**TASK BRIEF:** Please return each record exactly as it stands.
Start of DATA PROVIDED
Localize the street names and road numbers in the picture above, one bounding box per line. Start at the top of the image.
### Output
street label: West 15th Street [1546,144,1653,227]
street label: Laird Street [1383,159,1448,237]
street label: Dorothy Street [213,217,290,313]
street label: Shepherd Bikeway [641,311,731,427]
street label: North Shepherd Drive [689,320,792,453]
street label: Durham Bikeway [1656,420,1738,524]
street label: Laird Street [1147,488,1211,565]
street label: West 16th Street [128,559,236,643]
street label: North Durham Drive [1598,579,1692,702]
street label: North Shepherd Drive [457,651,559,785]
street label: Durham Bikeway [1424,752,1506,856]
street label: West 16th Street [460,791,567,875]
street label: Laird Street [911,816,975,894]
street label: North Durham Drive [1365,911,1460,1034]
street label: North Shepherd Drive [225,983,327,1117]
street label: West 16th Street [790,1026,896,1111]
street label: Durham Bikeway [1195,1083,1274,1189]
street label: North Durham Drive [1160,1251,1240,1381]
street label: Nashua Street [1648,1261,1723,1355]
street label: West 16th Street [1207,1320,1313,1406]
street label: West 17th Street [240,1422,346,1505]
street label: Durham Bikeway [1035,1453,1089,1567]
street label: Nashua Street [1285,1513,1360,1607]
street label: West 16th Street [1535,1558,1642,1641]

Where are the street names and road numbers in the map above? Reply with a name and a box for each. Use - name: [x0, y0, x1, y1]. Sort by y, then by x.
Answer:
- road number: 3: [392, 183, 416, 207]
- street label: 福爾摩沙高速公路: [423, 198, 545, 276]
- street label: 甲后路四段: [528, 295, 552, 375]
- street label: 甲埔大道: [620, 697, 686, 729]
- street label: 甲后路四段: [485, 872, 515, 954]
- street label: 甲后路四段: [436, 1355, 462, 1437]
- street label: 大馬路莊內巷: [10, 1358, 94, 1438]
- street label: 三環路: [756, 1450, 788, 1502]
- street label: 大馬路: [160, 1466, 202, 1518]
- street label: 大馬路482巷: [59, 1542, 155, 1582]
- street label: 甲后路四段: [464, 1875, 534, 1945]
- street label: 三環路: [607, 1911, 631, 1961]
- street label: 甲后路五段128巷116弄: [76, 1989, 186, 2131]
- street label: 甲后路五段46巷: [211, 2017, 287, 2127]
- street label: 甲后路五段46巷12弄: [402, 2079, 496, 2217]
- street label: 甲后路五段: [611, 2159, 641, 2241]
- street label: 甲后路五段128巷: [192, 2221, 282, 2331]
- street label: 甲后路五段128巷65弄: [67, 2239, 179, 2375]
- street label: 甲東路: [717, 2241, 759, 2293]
End of DATA PROVIDED
**TASK SOLUTION:**
Localize the street names and road numbers in the picture above, one bounding box per line. Start at the top of the image.
### Output
street label: West 15th Street [1546,144,1653,227]
street label: Laird Street [1383,159,1448,237]
street label: Dorothy Street [213,217,290,313]
street label: Shepherd Bikeway [641,311,731,427]
street label: North Shepherd Drive [689,320,792,453]
street label: Durham Bikeway [1656,420,1738,524]
street label: Laird Street [1147,488,1211,565]
street label: West 16th Street [128,559,236,643]
street label: North Durham Drive [1598,579,1692,702]
street label: North Shepherd Drive [457,651,559,785]
street label: Durham Bikeway [1424,752,1506,856]
street label: West 16th Street [460,791,567,875]
street label: Laird Street [911,816,975,894]
street label: North Durham Drive [1365,911,1460,1034]
street label: North Shepherd Drive [225,983,327,1117]
street label: West 16th Street [790,1026,896,1111]
street label: Durham Bikeway [1195,1083,1274,1189]
street label: North Durham Drive [1160,1251,1240,1381]
street label: Nashua Street [1648,1261,1723,1355]
street label: West 16th Street [1207,1320,1313,1406]
street label: West 17th Street [240,1422,346,1505]
street label: Durham Bikeway [1035,1453,1089,1567]
street label: Nashua Street [1285,1513,1360,1607]
street label: West 16th Street [1535,1558,1642,1641]

Where are the street names and road numbers in the map above? Reply with a name and a box for each. Use - name: [x0, y0, x1, y1]. Sort by y, then by x.
Answer:
- road number: 3: [392, 183, 416, 207]
- street label: 福爾摩沙高速公路: [423, 198, 545, 276]
- street label: 甲后路四段: [528, 295, 552, 375]
- street label: 甲埔大道: [620, 697, 686, 729]
- street label: 甲后路四段: [485, 872, 515, 954]
- street label: 甲后路四段: [436, 1355, 462, 1437]
- street label: 大馬路莊內巷: [10, 1358, 94, 1438]
- street label: 三環路: [756, 1450, 788, 1502]
- street label: 大馬路: [160, 1466, 202, 1518]
- street label: 大馬路482巷: [59, 1542, 155, 1582]
- street label: 甲后路四段: [464, 1875, 534, 1945]
- street label: 三環路: [607, 1911, 631, 1961]
- street label: 甲后路五段128巷116弄: [76, 1989, 186, 2131]
- street label: 甲后路五段46巷: [211, 2017, 287, 2127]
- street label: 甲后路五段46巷12弄: [402, 2079, 496, 2217]
- street label: 甲后路五段: [611, 2159, 641, 2241]
- street label: 甲后路五段128巷: [192, 2221, 282, 2331]
- street label: 甲后路五段128巷65弄: [67, 2239, 179, 2375]
- street label: 甲東路: [717, 2241, 759, 2293]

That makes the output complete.